**Extracted records**
════
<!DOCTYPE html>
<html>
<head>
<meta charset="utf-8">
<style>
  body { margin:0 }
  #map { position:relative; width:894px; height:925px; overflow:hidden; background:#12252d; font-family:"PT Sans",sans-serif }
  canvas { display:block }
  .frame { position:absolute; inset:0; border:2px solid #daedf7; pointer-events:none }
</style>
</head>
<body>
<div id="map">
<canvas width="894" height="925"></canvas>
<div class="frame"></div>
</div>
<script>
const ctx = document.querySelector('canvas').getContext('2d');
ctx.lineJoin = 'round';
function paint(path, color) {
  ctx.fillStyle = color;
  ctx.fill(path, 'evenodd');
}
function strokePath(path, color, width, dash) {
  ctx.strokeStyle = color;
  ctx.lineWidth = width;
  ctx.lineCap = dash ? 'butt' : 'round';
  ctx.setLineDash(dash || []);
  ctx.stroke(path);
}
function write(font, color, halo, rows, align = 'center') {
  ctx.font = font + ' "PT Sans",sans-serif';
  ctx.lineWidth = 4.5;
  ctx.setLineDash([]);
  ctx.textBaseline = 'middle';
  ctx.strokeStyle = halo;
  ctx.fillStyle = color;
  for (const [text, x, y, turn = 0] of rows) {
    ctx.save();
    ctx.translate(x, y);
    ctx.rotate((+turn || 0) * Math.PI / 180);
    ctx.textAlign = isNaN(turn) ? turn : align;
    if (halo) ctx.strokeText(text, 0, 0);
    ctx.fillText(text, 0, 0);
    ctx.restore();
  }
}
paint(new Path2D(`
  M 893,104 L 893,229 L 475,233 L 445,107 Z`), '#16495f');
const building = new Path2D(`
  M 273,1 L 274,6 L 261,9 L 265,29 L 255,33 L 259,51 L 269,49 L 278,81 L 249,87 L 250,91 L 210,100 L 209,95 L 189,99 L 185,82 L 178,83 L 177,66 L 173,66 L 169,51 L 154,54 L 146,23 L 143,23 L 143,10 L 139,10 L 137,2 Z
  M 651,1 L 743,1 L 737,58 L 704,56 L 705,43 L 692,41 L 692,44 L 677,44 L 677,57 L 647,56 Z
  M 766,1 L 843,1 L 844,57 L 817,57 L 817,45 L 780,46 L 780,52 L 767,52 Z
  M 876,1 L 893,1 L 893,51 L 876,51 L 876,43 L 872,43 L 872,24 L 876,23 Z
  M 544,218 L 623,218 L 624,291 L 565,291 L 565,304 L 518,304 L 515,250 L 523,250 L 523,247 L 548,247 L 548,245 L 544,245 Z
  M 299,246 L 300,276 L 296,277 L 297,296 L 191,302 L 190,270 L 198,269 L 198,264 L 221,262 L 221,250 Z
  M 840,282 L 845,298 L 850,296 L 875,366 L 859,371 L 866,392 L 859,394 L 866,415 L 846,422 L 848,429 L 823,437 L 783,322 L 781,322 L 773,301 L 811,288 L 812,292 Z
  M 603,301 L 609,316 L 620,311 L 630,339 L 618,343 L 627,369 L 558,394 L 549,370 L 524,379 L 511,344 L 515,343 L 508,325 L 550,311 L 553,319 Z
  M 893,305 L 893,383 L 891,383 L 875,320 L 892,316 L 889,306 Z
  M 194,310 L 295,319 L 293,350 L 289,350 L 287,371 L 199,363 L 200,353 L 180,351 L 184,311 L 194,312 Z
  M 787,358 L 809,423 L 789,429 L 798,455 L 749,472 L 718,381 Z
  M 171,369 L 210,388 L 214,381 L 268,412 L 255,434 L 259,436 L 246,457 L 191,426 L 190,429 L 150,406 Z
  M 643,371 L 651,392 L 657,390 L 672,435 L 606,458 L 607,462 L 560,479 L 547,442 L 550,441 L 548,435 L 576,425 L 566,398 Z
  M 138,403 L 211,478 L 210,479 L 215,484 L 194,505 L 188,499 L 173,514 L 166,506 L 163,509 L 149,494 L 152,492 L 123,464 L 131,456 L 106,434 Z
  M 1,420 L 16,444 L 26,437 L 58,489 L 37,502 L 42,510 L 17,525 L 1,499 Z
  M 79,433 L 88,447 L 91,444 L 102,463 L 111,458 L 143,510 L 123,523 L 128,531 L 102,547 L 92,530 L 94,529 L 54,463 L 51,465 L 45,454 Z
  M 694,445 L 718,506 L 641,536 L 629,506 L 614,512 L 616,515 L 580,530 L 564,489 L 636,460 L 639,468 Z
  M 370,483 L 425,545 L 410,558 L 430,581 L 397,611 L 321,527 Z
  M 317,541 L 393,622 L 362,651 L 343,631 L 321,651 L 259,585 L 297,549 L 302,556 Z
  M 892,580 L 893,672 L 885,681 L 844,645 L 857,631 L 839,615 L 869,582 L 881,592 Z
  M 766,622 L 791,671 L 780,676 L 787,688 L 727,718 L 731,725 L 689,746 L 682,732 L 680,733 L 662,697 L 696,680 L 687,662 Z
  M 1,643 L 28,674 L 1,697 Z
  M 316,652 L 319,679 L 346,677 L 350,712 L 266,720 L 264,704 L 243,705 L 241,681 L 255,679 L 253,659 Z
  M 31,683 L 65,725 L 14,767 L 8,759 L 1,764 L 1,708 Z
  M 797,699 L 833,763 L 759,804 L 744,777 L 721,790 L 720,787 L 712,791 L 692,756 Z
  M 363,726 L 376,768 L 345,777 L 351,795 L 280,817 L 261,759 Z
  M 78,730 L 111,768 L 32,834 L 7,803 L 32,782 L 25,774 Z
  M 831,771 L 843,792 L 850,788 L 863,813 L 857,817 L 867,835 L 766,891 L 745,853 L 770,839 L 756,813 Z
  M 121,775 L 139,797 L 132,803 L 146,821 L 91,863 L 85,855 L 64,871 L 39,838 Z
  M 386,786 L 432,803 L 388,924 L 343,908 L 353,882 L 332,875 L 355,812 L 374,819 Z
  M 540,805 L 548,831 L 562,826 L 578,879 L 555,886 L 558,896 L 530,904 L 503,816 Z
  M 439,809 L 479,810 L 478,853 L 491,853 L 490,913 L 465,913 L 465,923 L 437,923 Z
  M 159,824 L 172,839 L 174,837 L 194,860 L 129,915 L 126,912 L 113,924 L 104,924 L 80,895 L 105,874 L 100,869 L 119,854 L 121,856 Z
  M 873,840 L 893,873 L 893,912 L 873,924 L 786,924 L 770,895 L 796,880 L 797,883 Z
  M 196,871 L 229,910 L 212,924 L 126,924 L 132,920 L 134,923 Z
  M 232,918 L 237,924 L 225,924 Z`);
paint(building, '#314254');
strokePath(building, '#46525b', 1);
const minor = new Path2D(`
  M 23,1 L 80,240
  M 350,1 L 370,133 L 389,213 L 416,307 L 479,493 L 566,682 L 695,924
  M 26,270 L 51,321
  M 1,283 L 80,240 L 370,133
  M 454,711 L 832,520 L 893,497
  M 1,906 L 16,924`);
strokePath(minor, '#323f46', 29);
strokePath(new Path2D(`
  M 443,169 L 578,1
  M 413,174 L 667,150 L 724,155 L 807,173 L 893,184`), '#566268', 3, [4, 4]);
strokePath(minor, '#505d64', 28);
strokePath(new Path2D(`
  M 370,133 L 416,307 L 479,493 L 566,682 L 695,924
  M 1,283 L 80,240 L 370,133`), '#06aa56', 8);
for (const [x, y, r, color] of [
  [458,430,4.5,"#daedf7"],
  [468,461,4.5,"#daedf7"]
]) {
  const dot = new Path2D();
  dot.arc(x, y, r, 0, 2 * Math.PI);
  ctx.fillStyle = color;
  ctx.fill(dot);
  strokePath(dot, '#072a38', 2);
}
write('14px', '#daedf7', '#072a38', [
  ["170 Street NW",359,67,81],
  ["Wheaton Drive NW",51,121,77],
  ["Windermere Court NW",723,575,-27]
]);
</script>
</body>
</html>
════
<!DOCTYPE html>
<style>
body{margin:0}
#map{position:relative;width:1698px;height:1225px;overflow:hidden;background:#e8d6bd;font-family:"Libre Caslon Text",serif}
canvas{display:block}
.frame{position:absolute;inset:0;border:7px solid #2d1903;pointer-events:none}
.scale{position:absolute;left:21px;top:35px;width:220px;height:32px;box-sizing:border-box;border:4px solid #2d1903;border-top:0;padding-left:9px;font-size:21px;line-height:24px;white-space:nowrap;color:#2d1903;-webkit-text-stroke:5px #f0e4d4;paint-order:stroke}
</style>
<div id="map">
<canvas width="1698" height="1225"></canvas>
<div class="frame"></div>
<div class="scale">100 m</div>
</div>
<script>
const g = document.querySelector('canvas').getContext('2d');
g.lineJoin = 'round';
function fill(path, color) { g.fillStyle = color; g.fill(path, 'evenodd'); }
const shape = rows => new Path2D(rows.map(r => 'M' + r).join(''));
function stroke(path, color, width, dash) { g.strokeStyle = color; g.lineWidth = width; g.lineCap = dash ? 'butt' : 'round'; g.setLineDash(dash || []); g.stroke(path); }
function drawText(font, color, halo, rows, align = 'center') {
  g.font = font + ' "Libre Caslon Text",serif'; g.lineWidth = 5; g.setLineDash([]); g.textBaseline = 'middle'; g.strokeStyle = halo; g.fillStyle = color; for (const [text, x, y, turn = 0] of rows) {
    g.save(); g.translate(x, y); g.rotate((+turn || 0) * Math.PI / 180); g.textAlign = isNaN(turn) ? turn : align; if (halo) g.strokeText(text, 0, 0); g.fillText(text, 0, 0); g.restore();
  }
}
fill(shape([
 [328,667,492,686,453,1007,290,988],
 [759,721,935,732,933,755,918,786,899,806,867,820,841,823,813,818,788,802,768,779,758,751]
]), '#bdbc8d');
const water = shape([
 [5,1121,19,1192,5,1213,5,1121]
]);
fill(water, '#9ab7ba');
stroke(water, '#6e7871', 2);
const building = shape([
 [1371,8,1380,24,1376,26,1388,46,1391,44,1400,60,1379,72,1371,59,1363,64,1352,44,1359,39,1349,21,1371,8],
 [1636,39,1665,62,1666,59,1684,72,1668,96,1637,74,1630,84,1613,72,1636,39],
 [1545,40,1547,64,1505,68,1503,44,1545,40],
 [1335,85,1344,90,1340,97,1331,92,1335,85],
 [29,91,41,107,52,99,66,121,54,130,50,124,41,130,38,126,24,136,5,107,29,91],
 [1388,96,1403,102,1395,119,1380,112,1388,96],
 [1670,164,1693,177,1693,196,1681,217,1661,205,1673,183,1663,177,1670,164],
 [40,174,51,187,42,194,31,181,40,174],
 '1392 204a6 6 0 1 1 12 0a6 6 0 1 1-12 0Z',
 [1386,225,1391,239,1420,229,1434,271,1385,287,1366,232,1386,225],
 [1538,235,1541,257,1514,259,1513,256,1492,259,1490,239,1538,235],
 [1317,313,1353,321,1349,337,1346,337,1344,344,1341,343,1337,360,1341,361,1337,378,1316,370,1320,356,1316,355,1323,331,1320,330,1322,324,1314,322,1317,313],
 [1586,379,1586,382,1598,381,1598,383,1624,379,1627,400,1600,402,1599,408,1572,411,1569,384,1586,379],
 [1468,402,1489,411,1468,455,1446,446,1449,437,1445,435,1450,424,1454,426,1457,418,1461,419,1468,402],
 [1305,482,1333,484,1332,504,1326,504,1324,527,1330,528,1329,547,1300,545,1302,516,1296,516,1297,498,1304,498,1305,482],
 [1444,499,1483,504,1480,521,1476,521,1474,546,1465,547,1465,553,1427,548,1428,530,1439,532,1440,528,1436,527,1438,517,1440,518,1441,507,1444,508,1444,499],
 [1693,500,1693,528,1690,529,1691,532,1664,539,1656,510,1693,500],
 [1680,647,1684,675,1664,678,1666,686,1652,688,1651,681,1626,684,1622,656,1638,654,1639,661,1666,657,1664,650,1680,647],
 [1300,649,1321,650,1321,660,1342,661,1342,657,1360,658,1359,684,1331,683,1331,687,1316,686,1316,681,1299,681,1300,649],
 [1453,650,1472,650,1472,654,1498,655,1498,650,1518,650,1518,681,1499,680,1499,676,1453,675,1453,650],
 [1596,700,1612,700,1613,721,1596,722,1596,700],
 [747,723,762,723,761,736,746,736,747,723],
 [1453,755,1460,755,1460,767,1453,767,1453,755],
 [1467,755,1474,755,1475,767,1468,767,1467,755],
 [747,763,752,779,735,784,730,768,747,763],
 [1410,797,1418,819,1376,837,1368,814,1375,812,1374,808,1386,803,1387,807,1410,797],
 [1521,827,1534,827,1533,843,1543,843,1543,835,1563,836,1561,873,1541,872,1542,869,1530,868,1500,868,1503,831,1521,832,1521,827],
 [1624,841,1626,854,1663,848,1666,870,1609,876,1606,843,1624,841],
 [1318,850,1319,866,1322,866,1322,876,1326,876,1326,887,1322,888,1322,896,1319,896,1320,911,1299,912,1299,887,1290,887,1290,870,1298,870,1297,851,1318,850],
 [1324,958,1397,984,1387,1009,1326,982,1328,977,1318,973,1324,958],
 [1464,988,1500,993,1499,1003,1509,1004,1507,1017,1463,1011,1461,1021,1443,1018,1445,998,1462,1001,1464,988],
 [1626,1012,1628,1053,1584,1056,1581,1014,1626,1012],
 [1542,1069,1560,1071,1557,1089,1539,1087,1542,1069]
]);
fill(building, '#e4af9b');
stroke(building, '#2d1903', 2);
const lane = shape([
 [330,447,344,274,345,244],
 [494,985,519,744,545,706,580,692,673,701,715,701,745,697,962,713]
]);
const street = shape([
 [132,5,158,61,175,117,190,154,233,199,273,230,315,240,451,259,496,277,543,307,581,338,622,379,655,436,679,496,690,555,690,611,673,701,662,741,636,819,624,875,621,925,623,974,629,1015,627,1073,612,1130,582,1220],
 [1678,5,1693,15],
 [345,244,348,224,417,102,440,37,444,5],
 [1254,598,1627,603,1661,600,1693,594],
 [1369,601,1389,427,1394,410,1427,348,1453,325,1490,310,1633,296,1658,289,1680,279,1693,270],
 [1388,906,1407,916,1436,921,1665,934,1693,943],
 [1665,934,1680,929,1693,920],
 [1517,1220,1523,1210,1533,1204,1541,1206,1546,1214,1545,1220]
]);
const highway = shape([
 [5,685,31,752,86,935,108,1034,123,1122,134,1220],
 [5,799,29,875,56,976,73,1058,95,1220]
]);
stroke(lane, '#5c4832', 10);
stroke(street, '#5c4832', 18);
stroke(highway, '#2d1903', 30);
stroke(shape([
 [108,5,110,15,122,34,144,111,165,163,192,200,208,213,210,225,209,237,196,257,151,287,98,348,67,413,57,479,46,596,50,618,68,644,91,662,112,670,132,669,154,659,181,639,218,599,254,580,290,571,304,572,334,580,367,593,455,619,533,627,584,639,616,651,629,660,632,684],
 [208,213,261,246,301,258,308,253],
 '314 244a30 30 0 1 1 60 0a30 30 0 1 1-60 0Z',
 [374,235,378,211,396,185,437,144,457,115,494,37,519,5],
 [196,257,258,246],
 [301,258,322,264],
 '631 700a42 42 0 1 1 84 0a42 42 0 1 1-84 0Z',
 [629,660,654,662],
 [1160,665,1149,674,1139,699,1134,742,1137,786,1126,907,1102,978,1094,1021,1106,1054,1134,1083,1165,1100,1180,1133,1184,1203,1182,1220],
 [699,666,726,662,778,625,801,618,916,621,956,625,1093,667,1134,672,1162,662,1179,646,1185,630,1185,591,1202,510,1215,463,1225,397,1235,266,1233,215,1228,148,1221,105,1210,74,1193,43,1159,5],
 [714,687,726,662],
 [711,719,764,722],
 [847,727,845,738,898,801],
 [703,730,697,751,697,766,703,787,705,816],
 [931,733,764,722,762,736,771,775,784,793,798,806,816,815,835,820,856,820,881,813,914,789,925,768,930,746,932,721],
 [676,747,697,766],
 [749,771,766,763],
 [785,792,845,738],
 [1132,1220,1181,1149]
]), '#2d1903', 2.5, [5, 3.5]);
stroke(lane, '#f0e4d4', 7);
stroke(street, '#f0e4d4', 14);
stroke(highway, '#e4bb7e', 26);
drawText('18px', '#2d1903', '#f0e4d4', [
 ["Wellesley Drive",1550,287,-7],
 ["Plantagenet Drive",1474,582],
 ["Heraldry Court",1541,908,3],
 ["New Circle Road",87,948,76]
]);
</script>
════
**Exercise aim**
Copy whichever lines above contain the string "querySelector".

**Expected answer**
const ctx = document.querySelector('canvas').getContext('2d');
const g = document.querySelector('canvas').getContext('2d');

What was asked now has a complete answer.